Stored dataset items:
/---
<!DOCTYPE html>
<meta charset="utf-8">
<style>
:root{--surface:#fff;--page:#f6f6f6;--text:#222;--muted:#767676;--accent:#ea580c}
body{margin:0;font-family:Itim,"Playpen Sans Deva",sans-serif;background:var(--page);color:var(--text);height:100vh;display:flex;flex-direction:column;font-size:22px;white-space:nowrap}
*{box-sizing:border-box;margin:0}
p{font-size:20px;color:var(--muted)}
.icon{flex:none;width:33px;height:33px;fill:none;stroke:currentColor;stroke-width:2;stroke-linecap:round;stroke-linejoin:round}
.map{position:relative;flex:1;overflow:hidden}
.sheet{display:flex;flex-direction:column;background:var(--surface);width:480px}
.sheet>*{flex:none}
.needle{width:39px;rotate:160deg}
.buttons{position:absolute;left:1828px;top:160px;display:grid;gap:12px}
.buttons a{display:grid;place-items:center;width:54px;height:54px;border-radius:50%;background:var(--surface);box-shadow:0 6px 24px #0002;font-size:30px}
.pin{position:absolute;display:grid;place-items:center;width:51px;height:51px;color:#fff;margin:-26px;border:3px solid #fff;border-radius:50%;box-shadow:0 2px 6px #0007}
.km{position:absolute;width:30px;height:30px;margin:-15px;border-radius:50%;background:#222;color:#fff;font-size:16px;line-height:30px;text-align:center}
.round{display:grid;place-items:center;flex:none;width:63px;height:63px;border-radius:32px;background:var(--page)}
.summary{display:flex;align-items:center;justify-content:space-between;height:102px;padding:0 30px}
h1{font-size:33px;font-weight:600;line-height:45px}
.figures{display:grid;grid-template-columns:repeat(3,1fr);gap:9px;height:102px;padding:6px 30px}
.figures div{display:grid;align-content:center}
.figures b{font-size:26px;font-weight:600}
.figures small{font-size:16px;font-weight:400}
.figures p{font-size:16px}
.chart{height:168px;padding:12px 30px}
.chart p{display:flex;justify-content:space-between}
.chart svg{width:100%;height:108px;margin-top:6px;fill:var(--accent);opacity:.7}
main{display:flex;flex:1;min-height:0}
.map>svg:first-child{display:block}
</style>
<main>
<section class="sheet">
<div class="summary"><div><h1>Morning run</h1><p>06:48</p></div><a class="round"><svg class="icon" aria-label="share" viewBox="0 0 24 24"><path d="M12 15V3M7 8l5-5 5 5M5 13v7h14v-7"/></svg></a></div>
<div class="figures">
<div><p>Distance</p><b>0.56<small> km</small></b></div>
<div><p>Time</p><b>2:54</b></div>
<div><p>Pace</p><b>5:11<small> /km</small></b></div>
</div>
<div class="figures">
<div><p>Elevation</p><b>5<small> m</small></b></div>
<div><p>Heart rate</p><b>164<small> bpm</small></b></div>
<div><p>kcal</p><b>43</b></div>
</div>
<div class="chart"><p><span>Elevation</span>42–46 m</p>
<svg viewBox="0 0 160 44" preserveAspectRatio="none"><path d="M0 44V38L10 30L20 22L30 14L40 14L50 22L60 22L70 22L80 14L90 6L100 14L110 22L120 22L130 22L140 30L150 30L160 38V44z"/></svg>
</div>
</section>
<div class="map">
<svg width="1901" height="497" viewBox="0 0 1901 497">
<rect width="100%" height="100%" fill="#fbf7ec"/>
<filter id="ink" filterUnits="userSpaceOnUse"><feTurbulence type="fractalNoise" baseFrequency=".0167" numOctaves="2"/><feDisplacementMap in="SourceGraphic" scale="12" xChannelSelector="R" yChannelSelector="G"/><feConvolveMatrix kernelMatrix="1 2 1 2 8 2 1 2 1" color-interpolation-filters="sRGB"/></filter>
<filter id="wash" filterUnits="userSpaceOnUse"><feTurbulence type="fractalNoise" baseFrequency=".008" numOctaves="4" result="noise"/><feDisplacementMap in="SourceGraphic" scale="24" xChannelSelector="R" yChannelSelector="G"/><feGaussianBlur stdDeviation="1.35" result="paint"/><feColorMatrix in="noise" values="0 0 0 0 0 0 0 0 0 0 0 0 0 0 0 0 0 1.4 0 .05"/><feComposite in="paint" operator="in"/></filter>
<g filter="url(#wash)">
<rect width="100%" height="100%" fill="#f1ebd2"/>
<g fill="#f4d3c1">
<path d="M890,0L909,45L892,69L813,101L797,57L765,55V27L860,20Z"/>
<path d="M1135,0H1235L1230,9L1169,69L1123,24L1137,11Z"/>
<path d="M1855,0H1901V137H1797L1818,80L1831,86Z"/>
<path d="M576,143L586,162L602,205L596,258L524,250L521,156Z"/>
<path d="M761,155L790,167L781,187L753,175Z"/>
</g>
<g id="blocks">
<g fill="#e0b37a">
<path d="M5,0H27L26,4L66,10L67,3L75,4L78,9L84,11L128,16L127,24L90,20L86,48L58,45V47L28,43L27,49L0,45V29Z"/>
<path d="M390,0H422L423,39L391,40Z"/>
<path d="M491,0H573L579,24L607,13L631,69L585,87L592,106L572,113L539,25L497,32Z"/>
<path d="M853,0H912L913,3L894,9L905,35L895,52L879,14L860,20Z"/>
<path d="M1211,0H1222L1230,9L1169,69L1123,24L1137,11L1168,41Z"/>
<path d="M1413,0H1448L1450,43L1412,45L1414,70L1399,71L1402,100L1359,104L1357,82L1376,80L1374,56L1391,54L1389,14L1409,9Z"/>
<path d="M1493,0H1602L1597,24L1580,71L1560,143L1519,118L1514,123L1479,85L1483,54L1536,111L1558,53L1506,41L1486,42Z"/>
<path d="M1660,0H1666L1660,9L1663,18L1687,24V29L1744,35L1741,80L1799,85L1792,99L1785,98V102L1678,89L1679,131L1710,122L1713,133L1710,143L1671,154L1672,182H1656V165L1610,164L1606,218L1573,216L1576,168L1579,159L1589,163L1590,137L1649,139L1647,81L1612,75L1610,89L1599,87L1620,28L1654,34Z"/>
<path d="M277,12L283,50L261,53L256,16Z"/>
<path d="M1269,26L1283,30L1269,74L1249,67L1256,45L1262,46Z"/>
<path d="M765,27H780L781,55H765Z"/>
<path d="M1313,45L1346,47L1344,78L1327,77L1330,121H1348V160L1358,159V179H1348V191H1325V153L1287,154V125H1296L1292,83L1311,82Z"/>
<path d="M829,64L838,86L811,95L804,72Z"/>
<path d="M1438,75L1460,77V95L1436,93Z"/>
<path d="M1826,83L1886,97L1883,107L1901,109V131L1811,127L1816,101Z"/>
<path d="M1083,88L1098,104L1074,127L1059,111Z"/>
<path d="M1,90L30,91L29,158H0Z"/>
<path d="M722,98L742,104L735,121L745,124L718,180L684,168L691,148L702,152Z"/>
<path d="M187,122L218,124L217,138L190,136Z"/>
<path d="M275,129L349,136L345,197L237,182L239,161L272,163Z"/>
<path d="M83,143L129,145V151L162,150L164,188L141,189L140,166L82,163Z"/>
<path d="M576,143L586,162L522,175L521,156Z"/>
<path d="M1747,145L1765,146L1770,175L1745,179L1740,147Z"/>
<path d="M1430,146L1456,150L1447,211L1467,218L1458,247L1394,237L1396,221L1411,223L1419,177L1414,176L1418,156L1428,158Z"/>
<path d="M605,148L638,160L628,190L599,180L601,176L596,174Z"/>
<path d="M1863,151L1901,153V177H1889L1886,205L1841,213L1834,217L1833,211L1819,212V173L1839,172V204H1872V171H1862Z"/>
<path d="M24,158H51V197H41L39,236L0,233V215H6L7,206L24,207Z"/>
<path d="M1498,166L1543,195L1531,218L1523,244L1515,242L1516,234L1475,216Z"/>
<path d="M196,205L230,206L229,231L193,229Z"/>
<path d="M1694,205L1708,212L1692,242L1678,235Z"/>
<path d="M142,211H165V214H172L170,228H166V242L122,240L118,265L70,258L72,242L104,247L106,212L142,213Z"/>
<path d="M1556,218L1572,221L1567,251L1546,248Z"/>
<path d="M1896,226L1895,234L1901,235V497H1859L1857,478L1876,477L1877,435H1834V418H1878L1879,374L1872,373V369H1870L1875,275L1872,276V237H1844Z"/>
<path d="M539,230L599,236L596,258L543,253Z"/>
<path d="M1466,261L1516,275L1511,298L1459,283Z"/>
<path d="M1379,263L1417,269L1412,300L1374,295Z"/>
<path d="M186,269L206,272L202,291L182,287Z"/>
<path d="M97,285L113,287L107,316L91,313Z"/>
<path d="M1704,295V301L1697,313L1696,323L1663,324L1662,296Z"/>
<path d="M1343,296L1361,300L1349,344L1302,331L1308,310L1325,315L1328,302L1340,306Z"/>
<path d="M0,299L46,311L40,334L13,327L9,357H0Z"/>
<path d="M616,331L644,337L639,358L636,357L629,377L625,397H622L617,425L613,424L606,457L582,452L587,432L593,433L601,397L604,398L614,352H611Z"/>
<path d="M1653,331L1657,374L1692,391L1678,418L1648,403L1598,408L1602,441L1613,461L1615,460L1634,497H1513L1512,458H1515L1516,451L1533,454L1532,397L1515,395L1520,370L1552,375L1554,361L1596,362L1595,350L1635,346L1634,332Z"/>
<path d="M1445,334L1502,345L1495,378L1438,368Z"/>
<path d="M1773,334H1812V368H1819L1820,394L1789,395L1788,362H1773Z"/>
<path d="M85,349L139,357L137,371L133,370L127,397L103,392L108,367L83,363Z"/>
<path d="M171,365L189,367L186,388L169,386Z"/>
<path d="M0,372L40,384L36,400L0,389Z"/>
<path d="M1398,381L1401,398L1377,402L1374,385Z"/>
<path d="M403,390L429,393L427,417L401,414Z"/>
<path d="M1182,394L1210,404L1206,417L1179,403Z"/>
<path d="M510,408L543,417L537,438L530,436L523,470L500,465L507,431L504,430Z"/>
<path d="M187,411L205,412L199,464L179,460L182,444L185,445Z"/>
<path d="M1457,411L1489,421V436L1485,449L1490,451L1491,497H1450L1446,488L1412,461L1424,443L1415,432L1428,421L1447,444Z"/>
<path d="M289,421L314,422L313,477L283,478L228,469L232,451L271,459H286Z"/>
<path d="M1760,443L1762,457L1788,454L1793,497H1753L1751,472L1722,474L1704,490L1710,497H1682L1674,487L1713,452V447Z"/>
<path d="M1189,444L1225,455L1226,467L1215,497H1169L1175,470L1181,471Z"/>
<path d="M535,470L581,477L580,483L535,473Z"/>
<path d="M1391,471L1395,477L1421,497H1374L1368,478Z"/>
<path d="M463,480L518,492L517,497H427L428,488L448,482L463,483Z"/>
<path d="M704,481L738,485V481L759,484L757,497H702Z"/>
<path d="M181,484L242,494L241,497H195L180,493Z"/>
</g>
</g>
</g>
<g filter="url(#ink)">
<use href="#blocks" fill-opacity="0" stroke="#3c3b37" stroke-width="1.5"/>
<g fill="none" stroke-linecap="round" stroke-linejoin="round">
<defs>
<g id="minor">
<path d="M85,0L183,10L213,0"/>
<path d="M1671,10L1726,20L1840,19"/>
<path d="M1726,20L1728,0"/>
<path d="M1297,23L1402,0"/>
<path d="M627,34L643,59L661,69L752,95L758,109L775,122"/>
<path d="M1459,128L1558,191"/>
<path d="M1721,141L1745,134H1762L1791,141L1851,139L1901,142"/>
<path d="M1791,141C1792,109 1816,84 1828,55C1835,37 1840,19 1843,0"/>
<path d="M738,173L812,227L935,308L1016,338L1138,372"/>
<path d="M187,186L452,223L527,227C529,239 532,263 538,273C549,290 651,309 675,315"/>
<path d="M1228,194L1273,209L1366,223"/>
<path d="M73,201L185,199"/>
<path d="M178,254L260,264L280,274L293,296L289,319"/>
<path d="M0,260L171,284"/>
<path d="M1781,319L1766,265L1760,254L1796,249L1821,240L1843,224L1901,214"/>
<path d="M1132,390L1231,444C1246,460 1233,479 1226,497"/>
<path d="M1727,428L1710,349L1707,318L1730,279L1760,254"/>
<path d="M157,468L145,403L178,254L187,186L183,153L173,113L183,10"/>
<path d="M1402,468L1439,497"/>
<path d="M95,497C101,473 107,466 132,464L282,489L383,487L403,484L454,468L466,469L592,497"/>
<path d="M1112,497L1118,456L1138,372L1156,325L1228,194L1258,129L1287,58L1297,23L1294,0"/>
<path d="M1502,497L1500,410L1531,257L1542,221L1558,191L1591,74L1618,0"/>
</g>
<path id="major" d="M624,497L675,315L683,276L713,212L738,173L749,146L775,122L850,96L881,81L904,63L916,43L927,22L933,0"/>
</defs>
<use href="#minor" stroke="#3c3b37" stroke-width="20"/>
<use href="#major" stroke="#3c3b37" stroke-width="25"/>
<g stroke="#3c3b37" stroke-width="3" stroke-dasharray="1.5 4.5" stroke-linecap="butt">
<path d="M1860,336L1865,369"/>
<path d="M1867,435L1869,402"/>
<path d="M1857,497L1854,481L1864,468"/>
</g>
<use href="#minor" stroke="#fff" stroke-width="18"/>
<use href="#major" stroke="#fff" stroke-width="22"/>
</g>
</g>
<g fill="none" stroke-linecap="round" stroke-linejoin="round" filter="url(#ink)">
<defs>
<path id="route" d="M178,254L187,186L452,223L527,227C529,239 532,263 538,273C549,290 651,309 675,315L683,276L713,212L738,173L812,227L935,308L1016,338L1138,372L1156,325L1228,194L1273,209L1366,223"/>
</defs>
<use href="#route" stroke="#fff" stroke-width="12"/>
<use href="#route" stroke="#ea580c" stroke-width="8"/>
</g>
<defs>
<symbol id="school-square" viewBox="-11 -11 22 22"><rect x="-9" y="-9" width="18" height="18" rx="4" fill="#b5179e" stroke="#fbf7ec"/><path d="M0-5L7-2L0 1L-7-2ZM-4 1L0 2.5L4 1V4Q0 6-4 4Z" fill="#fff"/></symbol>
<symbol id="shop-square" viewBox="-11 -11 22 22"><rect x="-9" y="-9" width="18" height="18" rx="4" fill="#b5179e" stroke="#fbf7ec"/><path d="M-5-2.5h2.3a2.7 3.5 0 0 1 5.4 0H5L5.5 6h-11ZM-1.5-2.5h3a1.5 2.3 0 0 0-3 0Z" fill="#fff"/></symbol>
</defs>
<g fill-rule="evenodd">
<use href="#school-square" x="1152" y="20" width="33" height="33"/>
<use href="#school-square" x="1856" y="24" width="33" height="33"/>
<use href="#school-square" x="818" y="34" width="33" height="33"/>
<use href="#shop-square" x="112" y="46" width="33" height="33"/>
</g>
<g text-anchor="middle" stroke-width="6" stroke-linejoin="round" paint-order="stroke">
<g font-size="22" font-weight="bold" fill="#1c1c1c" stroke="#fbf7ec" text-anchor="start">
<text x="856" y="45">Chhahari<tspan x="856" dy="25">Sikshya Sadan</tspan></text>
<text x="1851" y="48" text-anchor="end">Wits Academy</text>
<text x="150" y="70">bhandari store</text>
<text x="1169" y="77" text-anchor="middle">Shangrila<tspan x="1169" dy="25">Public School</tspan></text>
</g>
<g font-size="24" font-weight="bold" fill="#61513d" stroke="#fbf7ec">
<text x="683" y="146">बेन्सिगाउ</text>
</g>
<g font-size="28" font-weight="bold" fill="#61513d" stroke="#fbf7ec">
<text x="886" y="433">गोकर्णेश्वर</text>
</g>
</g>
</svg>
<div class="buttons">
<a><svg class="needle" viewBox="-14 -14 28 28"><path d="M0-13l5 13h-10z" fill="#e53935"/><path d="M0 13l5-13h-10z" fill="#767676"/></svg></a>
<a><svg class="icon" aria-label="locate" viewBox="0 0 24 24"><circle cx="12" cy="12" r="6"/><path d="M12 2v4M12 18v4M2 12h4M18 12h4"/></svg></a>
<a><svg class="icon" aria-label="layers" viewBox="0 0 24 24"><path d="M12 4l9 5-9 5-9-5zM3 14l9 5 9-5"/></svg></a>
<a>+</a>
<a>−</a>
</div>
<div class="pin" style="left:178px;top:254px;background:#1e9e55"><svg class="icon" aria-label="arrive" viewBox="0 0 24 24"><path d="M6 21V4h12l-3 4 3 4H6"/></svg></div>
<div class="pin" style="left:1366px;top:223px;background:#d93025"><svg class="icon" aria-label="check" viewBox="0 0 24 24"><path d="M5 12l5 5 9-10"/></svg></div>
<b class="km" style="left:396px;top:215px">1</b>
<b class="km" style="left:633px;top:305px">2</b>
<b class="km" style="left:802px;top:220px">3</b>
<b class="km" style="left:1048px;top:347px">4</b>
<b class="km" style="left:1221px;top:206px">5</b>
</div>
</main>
\---
Problem to work on: How many lines in the entries above hold the string "yChannelSelector"? Answer with the number and nothing more.

Finished task: 2